◆ **PROBLEM DETAILS**: State how many lines in the entries below hold the string "Parse", and give nothing besides that number.

[Stored data]
>>>

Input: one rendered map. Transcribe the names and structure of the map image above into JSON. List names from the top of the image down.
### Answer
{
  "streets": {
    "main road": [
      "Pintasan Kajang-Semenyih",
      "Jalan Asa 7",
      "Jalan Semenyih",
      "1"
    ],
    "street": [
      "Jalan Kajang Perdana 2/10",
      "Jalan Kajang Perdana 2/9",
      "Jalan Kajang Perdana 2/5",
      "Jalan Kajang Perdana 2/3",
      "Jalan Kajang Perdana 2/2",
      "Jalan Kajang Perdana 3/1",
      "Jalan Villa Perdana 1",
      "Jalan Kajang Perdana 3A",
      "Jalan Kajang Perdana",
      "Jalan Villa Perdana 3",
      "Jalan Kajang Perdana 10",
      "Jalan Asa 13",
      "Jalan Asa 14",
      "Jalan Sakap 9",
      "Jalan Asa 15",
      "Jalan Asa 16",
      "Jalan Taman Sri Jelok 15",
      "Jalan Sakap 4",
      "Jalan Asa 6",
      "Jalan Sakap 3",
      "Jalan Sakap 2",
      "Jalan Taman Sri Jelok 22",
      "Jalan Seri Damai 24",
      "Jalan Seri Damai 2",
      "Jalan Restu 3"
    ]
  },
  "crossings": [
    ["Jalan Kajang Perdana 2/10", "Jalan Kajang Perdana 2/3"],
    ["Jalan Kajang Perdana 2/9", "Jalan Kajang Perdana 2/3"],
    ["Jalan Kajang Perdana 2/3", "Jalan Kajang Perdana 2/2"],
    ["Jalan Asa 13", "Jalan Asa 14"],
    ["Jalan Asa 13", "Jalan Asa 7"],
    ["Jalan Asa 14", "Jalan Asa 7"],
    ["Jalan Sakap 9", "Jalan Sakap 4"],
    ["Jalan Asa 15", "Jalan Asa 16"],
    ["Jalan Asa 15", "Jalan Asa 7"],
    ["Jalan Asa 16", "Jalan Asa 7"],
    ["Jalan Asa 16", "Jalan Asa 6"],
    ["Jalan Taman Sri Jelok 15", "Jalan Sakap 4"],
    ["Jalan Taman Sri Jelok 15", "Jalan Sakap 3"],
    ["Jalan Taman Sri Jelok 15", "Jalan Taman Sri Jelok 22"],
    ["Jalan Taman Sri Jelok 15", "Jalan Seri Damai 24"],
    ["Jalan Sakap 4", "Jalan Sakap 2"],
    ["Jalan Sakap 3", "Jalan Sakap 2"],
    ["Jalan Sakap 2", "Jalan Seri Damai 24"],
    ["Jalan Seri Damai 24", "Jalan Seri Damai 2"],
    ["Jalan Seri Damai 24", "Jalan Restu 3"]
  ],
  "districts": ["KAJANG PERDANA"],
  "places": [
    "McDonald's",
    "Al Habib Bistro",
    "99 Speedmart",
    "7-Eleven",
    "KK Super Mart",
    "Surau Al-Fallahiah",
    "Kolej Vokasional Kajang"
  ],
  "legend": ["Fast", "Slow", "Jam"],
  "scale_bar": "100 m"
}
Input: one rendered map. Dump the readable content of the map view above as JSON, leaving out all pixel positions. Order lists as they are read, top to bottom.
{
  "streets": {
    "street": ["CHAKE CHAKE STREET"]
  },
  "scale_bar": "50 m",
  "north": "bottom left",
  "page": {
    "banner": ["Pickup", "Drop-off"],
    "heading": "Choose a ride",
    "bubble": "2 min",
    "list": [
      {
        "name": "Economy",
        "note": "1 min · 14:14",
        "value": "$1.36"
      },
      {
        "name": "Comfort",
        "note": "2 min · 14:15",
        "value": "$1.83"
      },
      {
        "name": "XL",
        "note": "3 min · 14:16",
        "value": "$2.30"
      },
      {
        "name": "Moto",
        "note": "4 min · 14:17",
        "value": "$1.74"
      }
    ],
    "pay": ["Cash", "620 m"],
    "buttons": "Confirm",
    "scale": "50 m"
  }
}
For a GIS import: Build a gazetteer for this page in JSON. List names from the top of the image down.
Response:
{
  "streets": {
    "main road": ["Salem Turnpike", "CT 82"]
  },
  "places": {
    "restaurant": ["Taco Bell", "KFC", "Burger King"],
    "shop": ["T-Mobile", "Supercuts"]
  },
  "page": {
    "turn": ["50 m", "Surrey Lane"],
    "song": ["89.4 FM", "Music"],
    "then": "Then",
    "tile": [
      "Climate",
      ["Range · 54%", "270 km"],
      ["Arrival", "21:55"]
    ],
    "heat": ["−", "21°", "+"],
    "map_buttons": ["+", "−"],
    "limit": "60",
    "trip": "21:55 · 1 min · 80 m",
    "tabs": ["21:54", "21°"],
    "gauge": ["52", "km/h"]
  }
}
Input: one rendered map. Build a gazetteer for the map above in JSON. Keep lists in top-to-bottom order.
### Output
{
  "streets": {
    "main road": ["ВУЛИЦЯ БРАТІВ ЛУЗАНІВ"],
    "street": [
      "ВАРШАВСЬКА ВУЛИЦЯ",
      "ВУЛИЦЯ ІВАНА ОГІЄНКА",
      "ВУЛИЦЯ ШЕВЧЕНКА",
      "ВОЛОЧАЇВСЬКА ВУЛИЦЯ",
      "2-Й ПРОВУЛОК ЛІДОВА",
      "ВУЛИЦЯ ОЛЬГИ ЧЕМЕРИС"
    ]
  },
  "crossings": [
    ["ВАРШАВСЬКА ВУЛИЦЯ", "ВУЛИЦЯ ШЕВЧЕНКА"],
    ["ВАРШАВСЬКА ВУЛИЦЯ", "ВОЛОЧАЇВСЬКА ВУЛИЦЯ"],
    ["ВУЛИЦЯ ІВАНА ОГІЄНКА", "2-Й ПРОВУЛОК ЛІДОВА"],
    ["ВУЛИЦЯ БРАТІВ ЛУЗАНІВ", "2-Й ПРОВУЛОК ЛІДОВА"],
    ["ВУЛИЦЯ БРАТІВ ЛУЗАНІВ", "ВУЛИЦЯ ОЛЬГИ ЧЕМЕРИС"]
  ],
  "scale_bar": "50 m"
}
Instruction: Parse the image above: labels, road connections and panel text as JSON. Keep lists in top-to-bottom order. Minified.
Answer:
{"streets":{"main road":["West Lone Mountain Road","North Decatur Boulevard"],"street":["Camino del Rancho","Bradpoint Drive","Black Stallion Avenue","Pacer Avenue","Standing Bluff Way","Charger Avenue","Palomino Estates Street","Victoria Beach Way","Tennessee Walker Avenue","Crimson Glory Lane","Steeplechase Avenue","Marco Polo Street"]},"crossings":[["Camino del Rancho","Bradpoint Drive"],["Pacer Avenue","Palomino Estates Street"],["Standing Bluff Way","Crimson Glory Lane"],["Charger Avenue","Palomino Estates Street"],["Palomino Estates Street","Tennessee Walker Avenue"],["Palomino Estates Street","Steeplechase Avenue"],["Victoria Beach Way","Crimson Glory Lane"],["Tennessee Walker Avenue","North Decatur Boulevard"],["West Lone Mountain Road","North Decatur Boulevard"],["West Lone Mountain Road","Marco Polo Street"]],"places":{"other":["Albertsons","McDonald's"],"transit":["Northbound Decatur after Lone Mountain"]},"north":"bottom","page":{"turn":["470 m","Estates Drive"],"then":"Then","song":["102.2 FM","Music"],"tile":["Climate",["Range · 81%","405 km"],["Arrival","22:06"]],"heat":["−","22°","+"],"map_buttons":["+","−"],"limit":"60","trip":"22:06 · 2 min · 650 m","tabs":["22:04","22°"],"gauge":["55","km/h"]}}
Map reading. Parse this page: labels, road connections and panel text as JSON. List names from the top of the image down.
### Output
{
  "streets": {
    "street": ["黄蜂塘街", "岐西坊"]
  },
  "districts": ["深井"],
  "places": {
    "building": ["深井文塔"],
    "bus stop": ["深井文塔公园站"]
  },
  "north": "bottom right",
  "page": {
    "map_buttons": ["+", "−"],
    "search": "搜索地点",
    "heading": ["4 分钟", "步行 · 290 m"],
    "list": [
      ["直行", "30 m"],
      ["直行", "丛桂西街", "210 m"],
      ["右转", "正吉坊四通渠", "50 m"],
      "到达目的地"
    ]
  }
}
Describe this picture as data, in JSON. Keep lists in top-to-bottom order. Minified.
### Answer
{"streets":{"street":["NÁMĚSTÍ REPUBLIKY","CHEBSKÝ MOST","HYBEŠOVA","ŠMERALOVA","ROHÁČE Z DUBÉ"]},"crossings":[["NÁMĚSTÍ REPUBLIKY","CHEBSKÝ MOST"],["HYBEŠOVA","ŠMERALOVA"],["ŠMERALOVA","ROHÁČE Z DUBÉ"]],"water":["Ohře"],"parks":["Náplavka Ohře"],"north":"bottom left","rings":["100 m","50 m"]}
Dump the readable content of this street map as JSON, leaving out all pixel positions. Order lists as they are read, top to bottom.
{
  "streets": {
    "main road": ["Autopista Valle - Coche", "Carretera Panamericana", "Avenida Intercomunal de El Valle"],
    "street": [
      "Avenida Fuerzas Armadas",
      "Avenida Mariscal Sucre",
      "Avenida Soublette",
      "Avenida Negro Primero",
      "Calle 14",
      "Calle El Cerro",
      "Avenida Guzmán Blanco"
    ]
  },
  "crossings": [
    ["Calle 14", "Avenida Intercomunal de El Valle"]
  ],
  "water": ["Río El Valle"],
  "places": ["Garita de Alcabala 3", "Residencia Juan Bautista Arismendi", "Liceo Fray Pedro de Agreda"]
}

<<<

◆ **RESPONSE FOR THIS EXERCISE**: 2